Fault Tree Analysis
This post provides an initial overview of the topic of Fault Tree Analysis (FTA). The technique is described in detail in the book Process Risk and Reliability Management.
Risk Analysis
Risk can be analyzed in one of two basic ways: inductively or deductively, that is either bottom-up or top-down.
In a deductive analysis a top-level system failure is postulated. The analyst then works backwards to deduce what combinations of events could have occurred for the system failure to have taken place (a detective solving a crime is thinking deductively). Fault tree analysis, the topic discussed in this article, is deductive.
An inductive analysis works in the other direction. A single failure, such as a pump stopping or a valve closing at the wrong time, is postulated. The inductive approach then determines what impact the item failure could have on the overall system performance. Event tree analysis is inductive. Both techniques provide a clear and intelligible way of determining the combination of events needed for an undesirable incident to occur. Their strict logic cuts through the “I think / You think” discussions that are the bane of so much risk analysis.
Fault Tree Analysis
First used by the Bell Telephone Laboratories and the Boeing Corporation in the years 1962-64 to analyze potential problems with the Minuteman missile launch control system, Fault Tree Analysis (FTA) provides a clear and intelligible way of determining the combination of events needed for an undesirable incident to occur (Vesely 1981). In particular, the graphical nature of the analysis can help managers, engineers and operators better understand how their systems can fail. It is often found that the rigor and logic of a fault tree analysis stimulates creative thinking, and it allows experts to add their experience and opinions in a structured manner. So the fault tree method — in spite of the fact that it is based on logic and Boolean algebra — can help identify new hazards and previously un-thought of failure mechanisms.

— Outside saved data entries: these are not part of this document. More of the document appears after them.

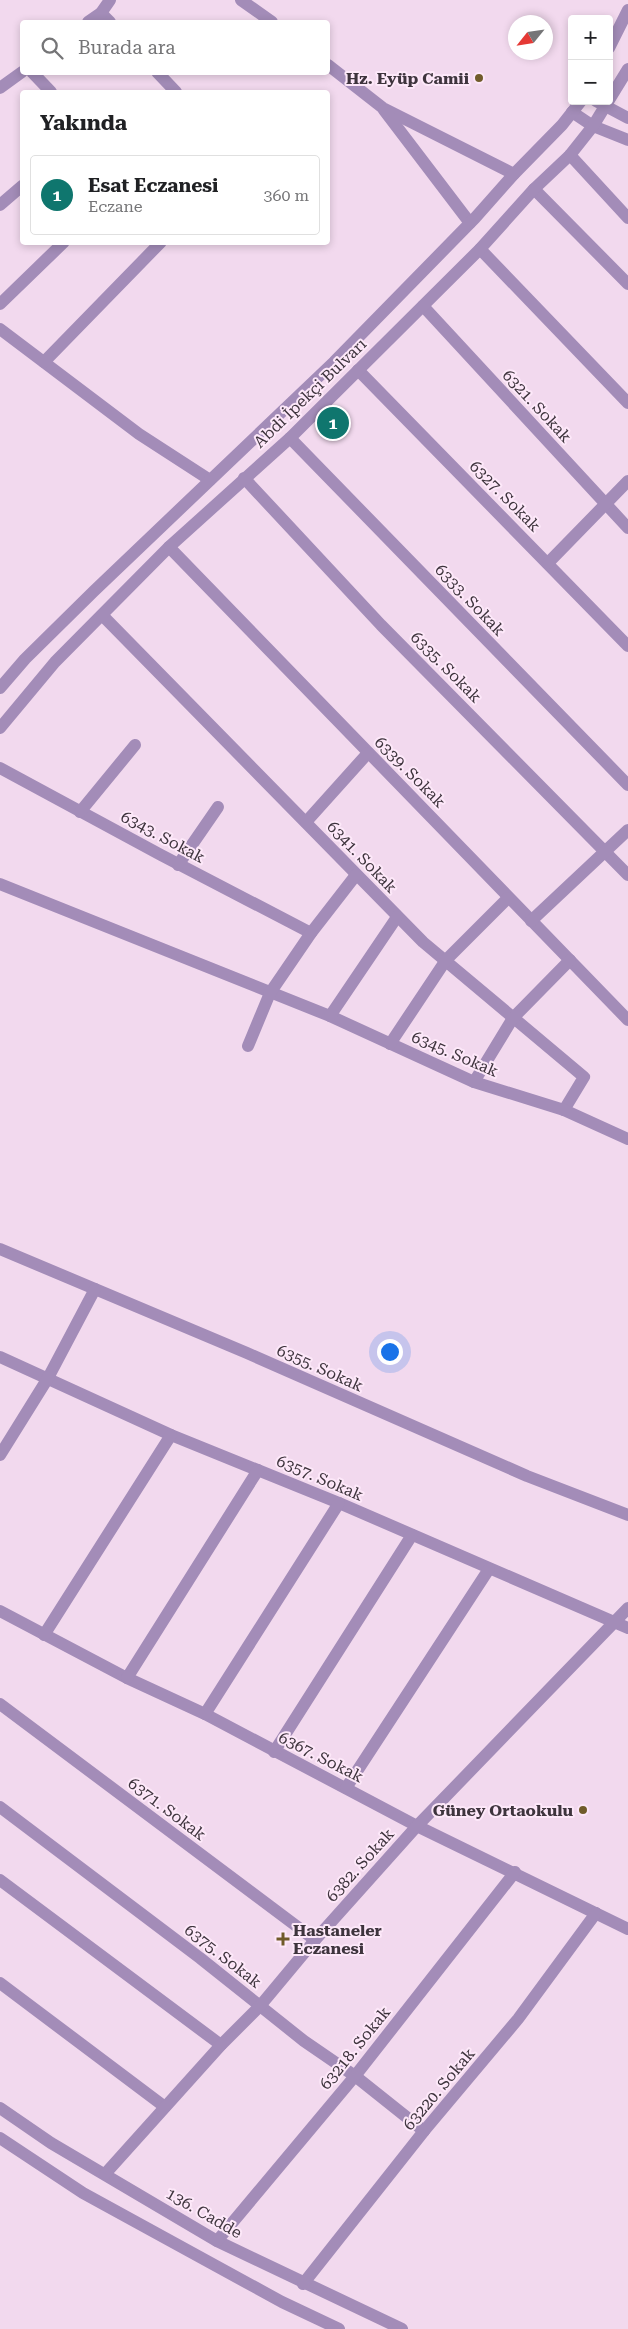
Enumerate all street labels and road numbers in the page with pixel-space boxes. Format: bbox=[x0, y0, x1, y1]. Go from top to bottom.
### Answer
street label: Abdi İpekçi Bulvarı bbox=[250, 334, 370, 452]
street label: 6321. Sokak bbox=[499, 366, 575, 446]
street label: 6327. Sokak bbox=[466, 457, 544, 535]
street label: 6333. Sokak bbox=[431, 560, 509, 640]
street label: 6335. Sokak bbox=[407, 628, 485, 706]
street label: 6339. Sokak bbox=[371, 733, 449, 811]
street label: 6343. Sokak bbox=[118, 807, 208, 867]
street label: 6341. Sokak bbox=[323, 817, 401, 897]
street label: 6345. Sokak bbox=[409, 1027, 501, 1081]
street label: 6355. Sokak bbox=[274, 1341, 366, 1395]
street label: 6357. Sokak bbox=[274, 1451, 366, 1505]
street label: 6367. Sokak bbox=[276, 1728, 366, 1786]
street label: 6371. Sokak bbox=[124, 1774, 210, 1844]
street label: 6382. Sokak bbox=[322, 1824, 398, 1906]
street label: 6375. Sokak bbox=[181, 1920, 265, 1992]
street label: 63218. Sokak bbox=[316, 2003, 394, 2093]
street label: 63220. Sokak bbox=[399, 2044, 479, 2134]
street label: 136. Cadde bbox=[163, 2184, 245, 2242]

Once a fault tree has been developed, failure rate data for individual components in the system can be entered into the tree so that an estimate of the likelihood of the undesired event (the ‘Top Event’) can be made. Frequently the quality of the failure rate data is poor; nevertheless, through use of the Pareto Principle or 80/20 rule discussed above, a quantified analysis still provides useful insights because it identifies which items in the system contribute the most to system failure. Moreover, once the model has been developed, and preliminary estimates as to failure rates have been made, case studies that examine changes to the process and the effects of additional safeguards can be carried out. Also, as improved data for equipment failure rates and repair times becomes available, the quality of the analysis will improve.
A full Fault Tree Analysis is usually time-consuming and requires the services of costly outside experts. However, Qualitative Fault Tree Analysis can provide many insights without requiring nearly as much effort.